Data supplied Start Marker

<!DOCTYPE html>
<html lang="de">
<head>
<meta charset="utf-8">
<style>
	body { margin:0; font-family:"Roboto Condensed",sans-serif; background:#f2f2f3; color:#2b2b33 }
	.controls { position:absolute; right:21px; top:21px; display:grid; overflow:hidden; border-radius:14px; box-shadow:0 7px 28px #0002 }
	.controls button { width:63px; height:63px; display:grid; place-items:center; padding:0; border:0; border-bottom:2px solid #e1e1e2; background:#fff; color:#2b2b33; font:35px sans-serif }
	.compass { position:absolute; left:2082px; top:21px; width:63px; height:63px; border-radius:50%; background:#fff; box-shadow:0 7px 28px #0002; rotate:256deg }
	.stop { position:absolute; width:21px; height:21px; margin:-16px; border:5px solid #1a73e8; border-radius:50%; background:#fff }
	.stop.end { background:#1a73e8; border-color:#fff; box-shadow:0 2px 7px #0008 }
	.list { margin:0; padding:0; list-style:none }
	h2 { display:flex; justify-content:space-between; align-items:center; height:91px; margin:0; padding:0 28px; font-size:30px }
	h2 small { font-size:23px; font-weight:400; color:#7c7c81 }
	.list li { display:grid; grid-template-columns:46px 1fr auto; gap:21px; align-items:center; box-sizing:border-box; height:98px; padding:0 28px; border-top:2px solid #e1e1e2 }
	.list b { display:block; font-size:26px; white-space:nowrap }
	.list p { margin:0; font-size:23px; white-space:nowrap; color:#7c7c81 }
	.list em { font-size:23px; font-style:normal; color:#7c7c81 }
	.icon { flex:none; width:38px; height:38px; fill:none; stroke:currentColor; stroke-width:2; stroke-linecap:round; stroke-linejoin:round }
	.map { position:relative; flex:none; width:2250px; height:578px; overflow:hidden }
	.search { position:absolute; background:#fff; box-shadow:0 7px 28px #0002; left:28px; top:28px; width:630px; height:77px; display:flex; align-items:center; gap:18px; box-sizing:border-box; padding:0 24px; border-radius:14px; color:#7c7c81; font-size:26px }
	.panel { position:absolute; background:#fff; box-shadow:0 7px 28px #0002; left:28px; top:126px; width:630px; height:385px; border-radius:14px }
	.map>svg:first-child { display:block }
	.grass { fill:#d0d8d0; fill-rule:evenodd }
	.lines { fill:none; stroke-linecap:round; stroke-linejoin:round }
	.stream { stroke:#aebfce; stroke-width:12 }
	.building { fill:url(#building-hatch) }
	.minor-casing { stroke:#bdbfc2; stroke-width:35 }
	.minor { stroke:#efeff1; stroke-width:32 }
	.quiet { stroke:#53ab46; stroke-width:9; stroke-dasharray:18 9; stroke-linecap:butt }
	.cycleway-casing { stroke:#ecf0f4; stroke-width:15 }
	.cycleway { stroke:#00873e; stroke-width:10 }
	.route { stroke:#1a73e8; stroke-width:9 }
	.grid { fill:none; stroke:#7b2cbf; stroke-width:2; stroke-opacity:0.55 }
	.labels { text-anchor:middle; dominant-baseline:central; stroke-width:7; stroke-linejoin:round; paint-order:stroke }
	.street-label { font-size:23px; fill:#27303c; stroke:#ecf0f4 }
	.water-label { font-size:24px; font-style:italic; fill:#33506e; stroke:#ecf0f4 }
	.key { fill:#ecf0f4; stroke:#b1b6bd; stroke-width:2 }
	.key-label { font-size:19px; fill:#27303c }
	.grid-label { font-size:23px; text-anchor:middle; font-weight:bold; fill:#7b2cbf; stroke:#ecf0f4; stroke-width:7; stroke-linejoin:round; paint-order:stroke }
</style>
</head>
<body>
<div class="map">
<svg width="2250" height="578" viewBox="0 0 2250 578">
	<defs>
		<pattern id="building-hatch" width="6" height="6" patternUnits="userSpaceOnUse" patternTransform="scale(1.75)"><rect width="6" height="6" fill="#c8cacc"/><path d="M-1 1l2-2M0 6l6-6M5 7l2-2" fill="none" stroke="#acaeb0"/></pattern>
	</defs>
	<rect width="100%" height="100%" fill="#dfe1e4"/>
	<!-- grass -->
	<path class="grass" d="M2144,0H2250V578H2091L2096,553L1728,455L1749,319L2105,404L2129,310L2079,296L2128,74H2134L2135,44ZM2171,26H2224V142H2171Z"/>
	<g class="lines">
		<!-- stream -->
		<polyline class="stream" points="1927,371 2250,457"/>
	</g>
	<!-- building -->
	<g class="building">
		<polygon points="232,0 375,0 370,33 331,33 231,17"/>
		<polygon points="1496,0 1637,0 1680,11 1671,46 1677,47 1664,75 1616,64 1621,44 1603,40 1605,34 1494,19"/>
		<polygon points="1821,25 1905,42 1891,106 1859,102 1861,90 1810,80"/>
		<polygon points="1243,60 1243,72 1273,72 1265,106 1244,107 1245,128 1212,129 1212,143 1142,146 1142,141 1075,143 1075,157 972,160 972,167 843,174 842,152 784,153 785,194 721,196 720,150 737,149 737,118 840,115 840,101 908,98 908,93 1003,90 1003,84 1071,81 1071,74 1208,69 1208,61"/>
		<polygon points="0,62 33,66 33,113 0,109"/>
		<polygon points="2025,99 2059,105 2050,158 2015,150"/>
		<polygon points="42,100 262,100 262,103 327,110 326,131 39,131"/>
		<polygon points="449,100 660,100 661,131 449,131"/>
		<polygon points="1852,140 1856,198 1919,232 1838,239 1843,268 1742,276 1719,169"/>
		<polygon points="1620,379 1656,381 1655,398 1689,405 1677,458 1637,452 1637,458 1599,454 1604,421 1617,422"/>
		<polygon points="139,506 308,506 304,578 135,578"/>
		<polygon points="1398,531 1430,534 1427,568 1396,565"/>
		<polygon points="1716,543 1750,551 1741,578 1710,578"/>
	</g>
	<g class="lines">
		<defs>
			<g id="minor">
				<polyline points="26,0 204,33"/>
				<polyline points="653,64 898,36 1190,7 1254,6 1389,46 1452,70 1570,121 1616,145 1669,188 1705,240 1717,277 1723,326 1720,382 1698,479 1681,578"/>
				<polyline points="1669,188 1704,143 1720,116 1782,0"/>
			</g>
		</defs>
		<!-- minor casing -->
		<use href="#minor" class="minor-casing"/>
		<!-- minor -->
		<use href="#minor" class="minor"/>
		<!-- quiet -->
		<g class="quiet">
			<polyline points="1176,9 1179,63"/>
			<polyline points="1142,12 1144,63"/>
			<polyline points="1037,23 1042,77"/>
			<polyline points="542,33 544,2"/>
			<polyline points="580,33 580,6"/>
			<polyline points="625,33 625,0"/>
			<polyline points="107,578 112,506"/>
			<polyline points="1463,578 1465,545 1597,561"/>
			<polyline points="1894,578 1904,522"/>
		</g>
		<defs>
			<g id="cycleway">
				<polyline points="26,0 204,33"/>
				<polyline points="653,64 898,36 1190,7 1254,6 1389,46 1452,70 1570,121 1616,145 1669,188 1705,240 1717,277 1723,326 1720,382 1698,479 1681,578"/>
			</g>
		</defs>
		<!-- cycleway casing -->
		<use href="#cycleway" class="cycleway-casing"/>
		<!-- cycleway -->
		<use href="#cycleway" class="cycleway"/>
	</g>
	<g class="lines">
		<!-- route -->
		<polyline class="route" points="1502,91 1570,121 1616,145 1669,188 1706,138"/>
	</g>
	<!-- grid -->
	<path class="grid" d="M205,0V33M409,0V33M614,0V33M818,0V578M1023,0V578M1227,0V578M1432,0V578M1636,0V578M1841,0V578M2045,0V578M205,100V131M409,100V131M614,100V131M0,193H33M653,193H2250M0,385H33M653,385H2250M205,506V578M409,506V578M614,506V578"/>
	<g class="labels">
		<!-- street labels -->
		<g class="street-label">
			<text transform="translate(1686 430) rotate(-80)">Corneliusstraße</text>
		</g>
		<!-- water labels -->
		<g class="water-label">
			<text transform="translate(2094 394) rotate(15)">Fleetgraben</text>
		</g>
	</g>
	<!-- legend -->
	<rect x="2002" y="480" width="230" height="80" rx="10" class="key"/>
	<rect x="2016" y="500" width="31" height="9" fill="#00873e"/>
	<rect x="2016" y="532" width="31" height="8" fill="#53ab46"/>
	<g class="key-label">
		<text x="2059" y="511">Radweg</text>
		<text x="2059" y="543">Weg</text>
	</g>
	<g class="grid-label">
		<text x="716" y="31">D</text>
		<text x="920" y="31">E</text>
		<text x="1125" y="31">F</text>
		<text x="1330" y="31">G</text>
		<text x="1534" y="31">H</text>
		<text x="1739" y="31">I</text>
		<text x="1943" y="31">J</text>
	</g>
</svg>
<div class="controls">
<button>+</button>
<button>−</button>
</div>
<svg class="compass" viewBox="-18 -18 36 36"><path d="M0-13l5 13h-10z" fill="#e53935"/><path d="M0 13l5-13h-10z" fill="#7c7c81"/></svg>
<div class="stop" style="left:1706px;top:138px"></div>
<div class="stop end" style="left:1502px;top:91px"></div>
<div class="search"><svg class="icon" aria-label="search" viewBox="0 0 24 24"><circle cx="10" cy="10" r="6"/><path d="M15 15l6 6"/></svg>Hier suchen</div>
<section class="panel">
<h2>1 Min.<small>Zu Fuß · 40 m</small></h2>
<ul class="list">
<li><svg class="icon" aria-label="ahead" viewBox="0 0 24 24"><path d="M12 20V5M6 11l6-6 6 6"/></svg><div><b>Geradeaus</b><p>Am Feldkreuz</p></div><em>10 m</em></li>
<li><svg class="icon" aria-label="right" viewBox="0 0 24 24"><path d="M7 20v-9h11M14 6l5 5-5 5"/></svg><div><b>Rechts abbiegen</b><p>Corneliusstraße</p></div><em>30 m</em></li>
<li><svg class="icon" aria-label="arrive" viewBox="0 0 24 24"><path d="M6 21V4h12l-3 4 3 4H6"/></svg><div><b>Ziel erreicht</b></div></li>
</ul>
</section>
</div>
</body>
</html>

Data supplied End Marker

> _Directions_: From the records above, pull out each line that has "nowrap".

> _Written reply_:
	.list b { display:block; font-size:26px; white-space:nowrap }
	.list p { margin:0; font-size:23px; white-space:nowrap; color:#7c7c81 }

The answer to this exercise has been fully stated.